受け口ができると追い口に取り掛かります。

追い口が完成すると、ロープで安全な場所から引いて伐倒します。

予定の方向に、かかり木もせずに、倒れたヒノキは、枝を落とし、幹を玉切りにします。

最後はチェーンソーも出動して玉切り
玉切りした丸太は、次回の講座用に小屋まで持ち帰りました。

当日のヘルメット、作業用具など準備もでき講座の準備は万端整いました。


いつも通りの保全活動も

 和歌山県側のブナ植樹本数の調査。元売店を背にして、神社右手の脇道で大阪側に生える4-5本は別にして、右手の和歌山寄り16本、左手に9本を確認。PEの赤色テープを付けました。合計25本。中には4mを超えるものもあります(元売店横にある1本は別です)。今後保全を検討したいと考えています。

 

 ブナの紅葉ぶりも様ざまです。


 栽培しているシイタケが収穫できました。今年最初です。
 お昼に朝井さんがコンロで焼き、皆さんに一口ずつプレゼント。
美味しいハツモノでした。

 いつもながら素晴らしい大阪湾の景色!関空がよく見えています。  朝の気温12℃。お昼休みには23℃になりました。

 


山頂の南斜面にススキ草原が復活

粉河寺方面の視界もきれいに見えています。ススキがきれいです。

和歌山県側の南側斜面は以前は茅場として利用されていて、いま岩湧山でみられるようなススキの草原であったとおもわれます。

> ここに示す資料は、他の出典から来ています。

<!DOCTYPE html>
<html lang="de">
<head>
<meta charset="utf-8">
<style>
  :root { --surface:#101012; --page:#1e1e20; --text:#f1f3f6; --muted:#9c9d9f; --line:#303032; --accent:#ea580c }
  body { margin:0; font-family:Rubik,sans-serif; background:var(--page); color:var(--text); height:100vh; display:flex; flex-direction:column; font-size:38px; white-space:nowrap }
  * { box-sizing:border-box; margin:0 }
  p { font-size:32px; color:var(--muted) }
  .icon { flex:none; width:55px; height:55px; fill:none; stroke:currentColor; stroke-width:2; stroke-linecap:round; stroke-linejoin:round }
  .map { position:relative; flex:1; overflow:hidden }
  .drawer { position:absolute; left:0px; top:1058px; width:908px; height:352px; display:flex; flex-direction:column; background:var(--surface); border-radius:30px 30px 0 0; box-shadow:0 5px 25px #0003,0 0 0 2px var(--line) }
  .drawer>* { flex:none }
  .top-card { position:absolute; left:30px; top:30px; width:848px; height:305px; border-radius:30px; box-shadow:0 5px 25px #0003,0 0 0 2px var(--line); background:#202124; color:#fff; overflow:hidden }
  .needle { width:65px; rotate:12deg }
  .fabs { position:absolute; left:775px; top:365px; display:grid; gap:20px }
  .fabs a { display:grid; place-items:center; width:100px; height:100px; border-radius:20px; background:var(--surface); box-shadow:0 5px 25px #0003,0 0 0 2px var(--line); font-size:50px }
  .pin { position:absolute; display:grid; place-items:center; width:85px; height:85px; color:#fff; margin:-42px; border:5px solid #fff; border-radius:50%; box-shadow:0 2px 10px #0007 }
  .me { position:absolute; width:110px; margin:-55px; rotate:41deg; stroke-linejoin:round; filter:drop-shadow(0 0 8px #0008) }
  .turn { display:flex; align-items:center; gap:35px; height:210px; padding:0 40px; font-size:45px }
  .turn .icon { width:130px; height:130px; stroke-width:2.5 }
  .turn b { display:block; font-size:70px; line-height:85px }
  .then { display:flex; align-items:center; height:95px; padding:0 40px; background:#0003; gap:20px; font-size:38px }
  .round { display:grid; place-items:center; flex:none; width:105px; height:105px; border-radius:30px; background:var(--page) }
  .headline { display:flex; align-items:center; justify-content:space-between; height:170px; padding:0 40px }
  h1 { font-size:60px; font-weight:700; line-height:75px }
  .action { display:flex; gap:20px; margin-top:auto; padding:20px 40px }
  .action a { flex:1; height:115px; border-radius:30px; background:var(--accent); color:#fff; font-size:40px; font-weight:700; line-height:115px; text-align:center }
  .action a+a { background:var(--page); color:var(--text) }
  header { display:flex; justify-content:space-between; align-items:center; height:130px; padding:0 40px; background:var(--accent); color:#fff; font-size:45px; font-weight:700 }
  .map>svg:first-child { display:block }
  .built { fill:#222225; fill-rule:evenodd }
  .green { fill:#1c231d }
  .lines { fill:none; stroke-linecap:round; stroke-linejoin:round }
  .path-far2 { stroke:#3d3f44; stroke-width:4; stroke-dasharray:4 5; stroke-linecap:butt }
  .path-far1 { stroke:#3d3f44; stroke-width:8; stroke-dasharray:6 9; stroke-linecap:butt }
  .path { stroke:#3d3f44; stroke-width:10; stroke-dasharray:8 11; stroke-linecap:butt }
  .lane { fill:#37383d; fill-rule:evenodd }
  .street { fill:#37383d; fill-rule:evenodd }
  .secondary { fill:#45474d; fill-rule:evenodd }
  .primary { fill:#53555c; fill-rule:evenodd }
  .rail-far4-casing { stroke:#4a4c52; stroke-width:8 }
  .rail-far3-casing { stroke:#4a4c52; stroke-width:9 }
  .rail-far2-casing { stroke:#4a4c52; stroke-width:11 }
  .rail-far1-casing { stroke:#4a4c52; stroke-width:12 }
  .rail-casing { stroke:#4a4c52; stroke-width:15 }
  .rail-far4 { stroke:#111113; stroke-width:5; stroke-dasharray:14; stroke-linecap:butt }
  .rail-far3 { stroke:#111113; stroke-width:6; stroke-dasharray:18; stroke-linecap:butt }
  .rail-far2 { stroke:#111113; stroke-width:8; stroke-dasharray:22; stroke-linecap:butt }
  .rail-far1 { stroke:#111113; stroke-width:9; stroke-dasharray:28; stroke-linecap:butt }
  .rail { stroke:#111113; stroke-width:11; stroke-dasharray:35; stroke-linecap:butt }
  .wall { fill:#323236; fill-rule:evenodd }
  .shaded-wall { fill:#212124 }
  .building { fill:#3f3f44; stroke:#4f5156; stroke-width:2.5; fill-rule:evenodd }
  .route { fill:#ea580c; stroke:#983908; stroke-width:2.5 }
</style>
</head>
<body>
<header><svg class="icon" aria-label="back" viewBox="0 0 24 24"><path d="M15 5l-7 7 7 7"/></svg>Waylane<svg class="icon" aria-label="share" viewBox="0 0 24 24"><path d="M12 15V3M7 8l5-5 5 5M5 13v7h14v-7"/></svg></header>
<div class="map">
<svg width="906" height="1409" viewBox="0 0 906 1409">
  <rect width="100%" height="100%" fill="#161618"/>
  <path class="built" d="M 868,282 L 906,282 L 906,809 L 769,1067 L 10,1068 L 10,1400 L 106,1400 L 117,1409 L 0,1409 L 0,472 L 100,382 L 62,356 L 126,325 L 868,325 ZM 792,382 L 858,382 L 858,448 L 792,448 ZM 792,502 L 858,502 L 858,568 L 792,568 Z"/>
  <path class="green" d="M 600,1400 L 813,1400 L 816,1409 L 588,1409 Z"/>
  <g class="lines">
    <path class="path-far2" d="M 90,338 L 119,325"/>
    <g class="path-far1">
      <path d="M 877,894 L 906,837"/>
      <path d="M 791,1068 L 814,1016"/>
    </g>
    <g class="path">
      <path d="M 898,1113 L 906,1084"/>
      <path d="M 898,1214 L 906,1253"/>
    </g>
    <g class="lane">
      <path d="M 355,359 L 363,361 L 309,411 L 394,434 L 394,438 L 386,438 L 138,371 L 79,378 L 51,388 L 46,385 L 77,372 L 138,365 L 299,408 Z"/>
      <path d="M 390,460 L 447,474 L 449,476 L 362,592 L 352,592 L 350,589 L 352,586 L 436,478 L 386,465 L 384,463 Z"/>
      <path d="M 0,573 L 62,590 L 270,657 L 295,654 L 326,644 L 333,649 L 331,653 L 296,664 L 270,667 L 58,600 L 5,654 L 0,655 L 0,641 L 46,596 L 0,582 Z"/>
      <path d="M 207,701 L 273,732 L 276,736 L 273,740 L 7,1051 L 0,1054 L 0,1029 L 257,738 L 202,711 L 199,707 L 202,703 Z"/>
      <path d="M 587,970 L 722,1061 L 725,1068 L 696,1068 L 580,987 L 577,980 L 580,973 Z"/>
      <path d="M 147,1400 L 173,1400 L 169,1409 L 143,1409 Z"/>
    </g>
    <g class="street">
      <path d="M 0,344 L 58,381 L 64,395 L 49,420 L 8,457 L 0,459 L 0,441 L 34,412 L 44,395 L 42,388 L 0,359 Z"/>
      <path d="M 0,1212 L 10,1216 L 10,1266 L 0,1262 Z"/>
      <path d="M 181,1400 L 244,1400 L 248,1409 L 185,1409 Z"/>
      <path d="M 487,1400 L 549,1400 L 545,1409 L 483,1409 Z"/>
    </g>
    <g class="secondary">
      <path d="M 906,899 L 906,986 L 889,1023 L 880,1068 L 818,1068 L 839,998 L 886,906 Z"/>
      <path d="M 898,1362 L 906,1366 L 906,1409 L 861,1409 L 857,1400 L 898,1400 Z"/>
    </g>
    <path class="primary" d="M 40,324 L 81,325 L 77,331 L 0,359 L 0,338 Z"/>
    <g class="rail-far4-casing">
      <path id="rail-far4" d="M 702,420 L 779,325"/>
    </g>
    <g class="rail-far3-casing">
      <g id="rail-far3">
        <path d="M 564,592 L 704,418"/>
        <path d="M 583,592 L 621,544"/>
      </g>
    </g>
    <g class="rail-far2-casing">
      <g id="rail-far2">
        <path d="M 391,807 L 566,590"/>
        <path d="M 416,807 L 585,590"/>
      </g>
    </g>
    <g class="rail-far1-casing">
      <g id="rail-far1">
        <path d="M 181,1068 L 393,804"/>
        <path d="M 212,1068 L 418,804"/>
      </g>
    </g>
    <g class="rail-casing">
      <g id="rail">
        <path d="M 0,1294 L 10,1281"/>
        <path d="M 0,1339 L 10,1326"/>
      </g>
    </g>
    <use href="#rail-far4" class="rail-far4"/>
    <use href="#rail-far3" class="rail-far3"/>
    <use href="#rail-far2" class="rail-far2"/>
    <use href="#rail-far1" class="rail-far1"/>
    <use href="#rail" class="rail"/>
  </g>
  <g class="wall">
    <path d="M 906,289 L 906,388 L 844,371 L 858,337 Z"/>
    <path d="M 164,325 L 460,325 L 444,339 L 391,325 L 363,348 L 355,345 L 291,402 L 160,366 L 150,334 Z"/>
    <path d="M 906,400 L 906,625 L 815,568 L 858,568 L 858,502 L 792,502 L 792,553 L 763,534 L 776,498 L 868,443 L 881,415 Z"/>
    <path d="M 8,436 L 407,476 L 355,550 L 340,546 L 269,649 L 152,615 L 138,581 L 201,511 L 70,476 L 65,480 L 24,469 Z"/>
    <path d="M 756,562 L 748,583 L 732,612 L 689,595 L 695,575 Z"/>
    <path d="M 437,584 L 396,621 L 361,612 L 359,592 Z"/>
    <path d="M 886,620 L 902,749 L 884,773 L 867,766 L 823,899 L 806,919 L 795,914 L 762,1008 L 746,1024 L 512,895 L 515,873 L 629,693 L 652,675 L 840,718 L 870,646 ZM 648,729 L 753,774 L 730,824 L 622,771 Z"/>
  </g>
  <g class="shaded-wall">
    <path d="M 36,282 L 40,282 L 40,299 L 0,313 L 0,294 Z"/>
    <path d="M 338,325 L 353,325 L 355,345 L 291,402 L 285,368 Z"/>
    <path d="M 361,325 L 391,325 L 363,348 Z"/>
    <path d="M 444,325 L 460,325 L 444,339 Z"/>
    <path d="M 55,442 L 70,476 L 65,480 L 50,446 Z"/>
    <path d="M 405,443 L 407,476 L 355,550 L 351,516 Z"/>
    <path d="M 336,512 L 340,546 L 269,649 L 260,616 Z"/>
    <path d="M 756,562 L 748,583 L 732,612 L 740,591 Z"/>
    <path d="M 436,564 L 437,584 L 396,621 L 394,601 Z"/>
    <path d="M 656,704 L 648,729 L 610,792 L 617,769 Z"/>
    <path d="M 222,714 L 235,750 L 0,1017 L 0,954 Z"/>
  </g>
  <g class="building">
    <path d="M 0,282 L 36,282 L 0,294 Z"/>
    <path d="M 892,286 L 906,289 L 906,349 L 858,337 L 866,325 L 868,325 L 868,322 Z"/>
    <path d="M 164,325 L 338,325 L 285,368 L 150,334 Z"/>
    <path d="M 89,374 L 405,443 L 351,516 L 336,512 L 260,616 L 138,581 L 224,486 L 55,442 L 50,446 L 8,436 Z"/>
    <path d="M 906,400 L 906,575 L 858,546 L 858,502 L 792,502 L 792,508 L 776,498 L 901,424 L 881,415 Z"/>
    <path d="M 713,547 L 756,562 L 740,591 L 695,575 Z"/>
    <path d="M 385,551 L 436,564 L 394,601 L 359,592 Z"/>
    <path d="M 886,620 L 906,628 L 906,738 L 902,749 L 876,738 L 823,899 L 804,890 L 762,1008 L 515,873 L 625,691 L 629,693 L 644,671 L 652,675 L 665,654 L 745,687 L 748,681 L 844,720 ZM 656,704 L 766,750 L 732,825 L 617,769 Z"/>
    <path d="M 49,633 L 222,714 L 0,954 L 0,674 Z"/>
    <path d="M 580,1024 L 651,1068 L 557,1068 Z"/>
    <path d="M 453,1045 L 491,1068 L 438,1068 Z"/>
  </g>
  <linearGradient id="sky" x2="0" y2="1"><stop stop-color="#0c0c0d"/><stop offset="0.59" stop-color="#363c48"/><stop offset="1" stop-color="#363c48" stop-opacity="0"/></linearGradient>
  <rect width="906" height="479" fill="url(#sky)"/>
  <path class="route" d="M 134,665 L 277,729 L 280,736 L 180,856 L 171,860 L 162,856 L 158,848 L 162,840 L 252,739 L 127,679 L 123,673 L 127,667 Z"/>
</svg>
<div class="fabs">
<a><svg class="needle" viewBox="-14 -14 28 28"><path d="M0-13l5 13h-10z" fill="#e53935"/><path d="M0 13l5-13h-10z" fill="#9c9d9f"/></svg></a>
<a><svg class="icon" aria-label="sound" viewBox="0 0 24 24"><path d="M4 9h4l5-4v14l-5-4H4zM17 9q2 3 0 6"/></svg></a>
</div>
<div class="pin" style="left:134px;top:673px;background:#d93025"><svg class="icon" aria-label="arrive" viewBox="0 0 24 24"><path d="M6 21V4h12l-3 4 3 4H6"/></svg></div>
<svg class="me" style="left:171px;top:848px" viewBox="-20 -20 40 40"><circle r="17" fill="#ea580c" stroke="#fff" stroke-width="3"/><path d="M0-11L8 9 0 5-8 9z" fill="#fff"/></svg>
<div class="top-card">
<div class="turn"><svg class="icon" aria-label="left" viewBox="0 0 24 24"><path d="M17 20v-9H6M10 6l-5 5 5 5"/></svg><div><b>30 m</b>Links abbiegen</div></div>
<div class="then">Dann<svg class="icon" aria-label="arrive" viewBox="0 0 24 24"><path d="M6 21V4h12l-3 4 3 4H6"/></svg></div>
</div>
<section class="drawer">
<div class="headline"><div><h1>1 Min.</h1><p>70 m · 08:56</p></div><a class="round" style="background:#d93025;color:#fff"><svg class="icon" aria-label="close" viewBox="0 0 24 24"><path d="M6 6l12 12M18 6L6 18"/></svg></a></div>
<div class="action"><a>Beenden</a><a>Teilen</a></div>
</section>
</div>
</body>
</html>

近年利用されなくなり、キャンプ場などとして使われる場所以外は、スズタケなどの笹やコナラなどの落葉樹に覆われるようになってました。

企業の森林保全活動で笹が刈り取られた場所ではススキが復活し、さらにリンドウやセンブリ、アキノキリンソウ、オミナエシなどの草原の草本も再生して見事に花を咲かせるようになっています。

埋土種子から発芽したのか、それとも笹の陰でひっそりと命をつないでいたのか?自然の再生力には驚きます。

 リンドウ、アキノキリンソウなども満開。
日光を浴びて花を開いているリンドウ、あちこちに見られます。
林の中ではツルリンドウが多く見られますが日当たりが良くなった
この草原ではリンドウが復活しています。



センブリの花も咲いています

ほどんどが種子になっいる株でも咲き残りのオミナエシの花が見られました

・企業の保全活動では、この草原に木を植えるような計画もあるようですが、できれはこの貴重な草原をのこしてもらいたいものです。